2022 Winner of the GSA Prize for the Best Essay in German Studies by a Graduate Student: Qingyang Freya Zhou (University of California-Berkeley): “‘A Temporality of Imminent, Never-Consummated Arrival’: Contemporary German Documentaries on North Korea” 

 

Laudatio:

Zhou’s essay uses close readings of contemporary documentaries to re-assess socialist experiments in the 20th century, as well as to illuminate the status of political documentary in the 21st. The stakes of the argument and the importance of Zhou’s intervention into scholarship on contemporary documentary are immediately clear and Zhou’s transnational analysis (two Germanies/two Koreas) is especially noteworthy given that it is very difficult to do nuanced, accurate, in-depth transnational analysis that preserves important historical and cultural differences while also creating compelling synchronicities or affinities between the nations/places discussed. Zhou’s paper does just that, while it is also multi-vectored, as she considers affinities and ruptures between portrayals and perceptions of the two Germanies and the two Koreas in different eras. In other words, the paper is spatially and temporally complex while also displaying coherence and accessibility.
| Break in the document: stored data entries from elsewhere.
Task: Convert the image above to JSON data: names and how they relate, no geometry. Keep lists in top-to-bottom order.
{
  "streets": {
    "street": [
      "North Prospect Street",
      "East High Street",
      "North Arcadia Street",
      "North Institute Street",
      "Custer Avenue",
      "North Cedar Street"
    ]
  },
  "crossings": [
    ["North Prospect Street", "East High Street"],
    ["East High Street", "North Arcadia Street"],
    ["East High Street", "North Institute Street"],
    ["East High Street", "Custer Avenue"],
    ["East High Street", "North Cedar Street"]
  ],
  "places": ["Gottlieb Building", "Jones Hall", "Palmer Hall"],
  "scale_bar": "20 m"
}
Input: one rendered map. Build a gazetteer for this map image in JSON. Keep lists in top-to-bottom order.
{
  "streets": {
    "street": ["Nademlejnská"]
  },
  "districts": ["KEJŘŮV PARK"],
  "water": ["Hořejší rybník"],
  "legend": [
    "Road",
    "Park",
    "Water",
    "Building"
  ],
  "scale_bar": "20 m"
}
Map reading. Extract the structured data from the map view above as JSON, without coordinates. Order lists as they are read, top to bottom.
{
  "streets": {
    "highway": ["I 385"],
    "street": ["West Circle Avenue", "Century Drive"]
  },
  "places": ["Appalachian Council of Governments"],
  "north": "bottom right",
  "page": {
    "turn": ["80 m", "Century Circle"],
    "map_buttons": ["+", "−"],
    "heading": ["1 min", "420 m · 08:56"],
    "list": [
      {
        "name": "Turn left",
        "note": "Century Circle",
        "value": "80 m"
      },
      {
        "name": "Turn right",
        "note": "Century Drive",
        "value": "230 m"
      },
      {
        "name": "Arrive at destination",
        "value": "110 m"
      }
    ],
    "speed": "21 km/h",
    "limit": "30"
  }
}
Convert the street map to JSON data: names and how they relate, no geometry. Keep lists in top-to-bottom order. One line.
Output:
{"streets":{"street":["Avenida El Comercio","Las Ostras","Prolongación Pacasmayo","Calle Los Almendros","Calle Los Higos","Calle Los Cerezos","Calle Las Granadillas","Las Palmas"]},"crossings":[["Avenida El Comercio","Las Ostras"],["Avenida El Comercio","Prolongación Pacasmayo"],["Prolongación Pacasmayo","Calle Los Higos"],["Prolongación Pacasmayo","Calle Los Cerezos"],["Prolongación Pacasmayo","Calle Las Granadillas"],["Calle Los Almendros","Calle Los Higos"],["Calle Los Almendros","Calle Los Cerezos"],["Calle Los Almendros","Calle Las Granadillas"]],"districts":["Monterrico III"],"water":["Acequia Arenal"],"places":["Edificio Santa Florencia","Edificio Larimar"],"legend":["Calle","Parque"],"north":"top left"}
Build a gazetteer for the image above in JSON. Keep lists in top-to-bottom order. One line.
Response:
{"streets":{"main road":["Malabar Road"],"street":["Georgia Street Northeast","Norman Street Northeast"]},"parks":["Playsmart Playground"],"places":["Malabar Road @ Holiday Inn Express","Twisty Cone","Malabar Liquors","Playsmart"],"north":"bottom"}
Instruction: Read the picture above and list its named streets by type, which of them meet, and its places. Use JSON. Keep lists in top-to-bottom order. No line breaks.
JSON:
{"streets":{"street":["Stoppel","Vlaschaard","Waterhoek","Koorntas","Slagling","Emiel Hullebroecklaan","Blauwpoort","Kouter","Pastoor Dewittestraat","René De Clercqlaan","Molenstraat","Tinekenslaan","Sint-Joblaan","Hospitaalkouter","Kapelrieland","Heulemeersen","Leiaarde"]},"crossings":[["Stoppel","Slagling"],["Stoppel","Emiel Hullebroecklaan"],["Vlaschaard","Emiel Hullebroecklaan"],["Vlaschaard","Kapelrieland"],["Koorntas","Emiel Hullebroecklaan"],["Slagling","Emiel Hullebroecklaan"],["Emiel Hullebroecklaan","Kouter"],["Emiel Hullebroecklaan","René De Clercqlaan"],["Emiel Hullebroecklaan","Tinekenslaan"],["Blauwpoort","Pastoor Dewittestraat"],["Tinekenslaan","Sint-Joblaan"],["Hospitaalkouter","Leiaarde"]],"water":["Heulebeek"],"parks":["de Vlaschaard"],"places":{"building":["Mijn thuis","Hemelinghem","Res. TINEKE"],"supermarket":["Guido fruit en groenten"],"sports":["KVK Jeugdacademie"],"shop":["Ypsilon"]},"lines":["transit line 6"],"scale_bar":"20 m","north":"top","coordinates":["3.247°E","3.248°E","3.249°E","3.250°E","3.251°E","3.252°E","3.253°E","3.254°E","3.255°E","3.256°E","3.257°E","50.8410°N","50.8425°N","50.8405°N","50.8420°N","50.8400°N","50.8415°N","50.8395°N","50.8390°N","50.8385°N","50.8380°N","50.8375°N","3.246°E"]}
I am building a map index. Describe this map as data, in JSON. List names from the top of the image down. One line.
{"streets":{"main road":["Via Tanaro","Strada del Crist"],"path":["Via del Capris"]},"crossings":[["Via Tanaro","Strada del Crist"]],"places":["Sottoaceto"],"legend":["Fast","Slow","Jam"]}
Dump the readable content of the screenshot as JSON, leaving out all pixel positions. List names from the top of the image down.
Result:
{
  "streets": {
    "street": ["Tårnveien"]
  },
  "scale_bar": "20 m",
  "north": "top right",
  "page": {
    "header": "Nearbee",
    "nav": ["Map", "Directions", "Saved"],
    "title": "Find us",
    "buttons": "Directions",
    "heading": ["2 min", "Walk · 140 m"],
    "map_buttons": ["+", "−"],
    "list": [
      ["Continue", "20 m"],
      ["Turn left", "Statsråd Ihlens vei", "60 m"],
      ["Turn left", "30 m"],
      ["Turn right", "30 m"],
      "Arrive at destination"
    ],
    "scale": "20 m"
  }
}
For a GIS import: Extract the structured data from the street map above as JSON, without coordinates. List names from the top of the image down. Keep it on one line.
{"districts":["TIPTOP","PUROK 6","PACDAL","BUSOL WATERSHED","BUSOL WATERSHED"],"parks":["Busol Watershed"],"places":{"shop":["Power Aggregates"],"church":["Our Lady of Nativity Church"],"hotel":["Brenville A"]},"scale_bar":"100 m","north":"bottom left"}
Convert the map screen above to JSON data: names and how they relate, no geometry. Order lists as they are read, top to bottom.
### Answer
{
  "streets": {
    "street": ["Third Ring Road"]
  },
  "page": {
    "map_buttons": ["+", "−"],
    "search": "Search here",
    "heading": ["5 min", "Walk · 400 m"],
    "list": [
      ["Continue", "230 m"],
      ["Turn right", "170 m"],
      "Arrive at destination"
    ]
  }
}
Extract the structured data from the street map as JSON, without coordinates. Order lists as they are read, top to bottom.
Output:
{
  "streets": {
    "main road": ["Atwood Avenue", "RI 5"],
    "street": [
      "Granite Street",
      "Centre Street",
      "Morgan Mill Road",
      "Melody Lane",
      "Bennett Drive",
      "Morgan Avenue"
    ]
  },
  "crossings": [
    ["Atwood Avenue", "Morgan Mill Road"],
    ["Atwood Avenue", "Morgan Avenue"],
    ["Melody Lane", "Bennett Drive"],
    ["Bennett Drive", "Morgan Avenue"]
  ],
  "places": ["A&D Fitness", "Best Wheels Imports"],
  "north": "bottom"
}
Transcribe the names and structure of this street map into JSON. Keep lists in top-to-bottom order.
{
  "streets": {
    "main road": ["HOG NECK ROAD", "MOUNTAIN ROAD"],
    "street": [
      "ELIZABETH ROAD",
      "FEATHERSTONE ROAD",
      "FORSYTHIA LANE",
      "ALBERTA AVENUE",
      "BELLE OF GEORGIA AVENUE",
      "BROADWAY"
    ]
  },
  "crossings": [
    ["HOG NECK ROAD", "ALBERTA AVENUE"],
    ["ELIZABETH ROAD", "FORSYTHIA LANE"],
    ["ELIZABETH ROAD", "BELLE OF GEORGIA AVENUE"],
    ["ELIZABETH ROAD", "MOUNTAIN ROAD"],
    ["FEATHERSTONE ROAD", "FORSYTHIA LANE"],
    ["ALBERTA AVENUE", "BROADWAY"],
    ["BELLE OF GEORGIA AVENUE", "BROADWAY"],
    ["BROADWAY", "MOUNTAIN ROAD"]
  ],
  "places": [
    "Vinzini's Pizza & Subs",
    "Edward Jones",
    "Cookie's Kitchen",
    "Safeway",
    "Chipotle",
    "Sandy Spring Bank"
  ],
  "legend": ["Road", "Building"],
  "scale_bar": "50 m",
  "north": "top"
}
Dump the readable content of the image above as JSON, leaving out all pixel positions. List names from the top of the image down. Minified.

The readings of the individual films are masterfully done; they are specific even as they develop broader themes (such as the similarities and differences between German and Korean notions of “home” and the ways in which the film My Brothers and Sisters in the North is and is not a Heimatfilm). The committee congratulates Qingyang Freya Zhou on this impressive contribution to transnational German Studies.